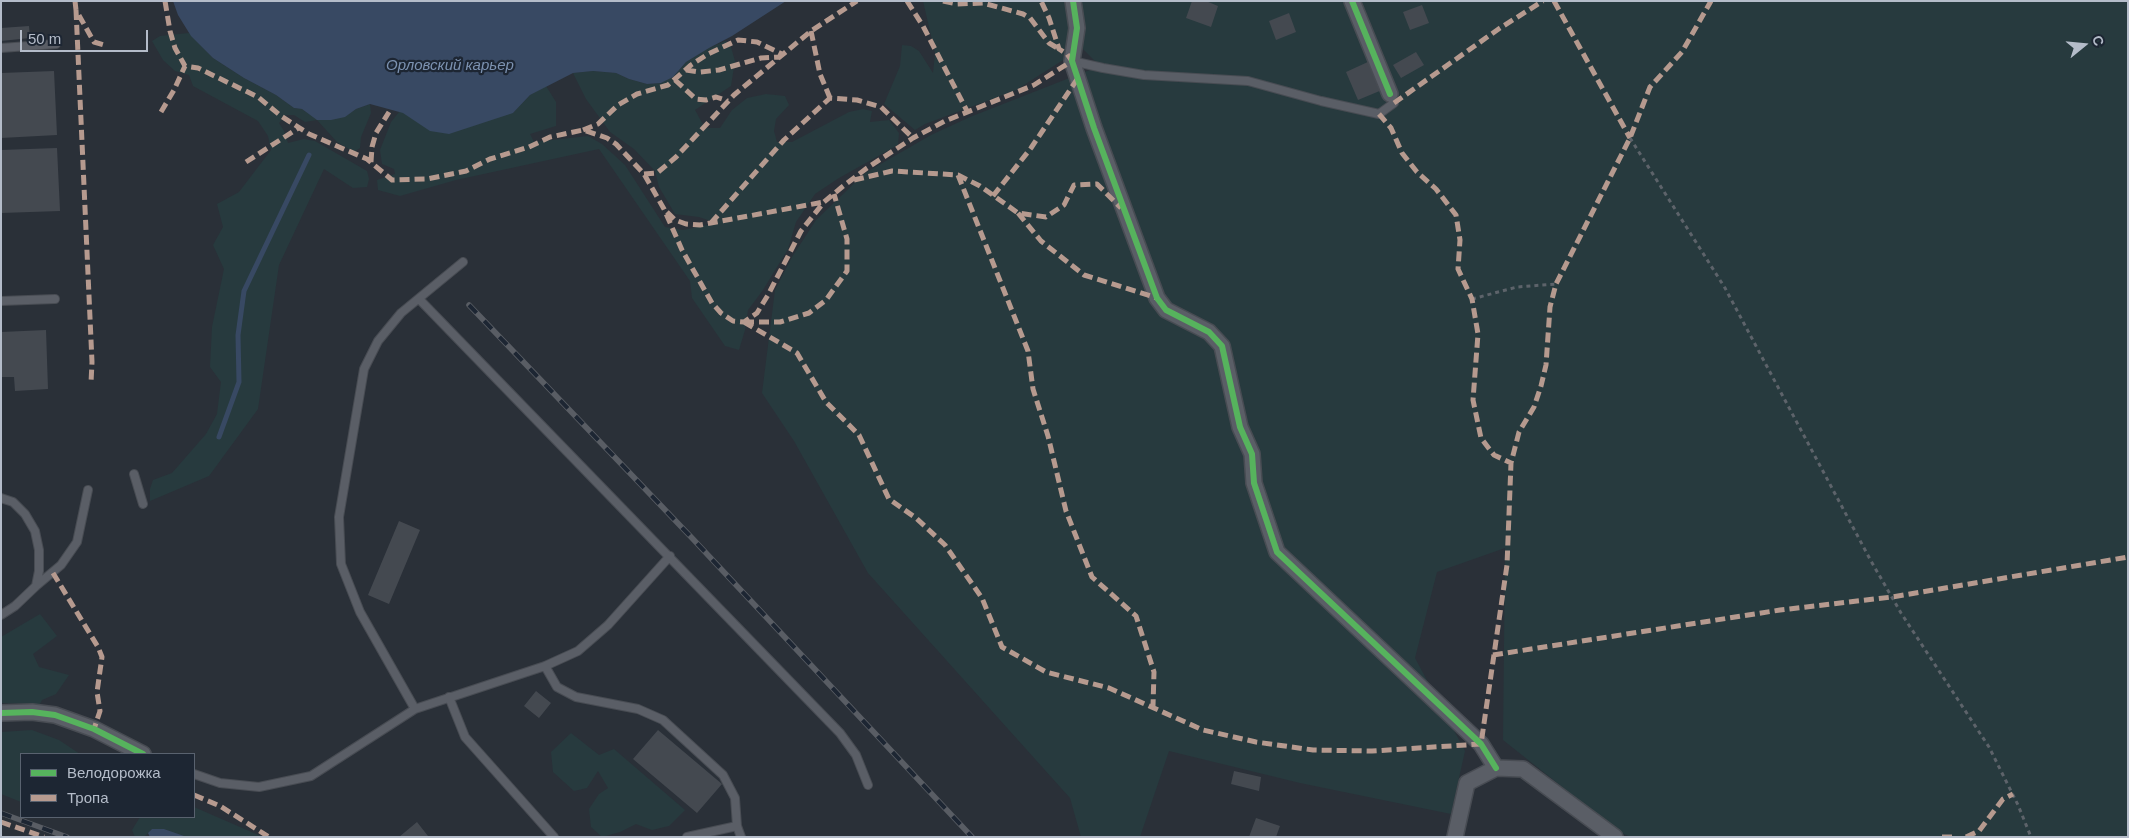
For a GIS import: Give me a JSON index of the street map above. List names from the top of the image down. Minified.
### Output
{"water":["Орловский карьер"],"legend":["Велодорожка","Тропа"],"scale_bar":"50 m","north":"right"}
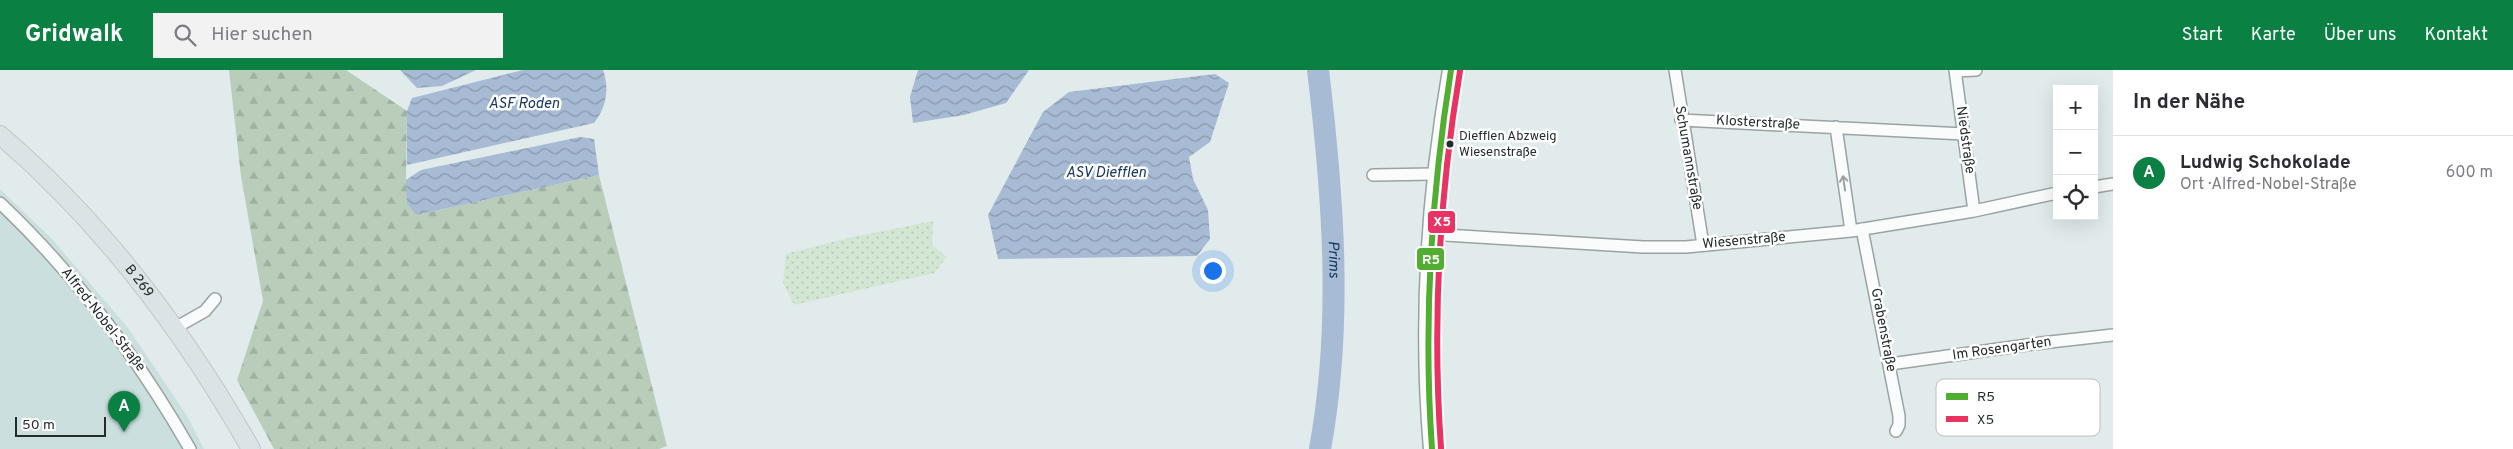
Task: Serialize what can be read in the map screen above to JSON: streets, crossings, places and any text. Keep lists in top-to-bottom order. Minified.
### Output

────────────────

▸ WHAT YOU WILL DO: Start from the line that holds "Task: Serialize what" and print each line to the end of the records exactly, leaving out everything before it.

▸ RESULT FOR THIS EXERCISE:
Task: Serialize what can be read in the map screen above to JSON: streets, crossings, places and any text. Keep lists in top-to-bottom order. Minified.
### Output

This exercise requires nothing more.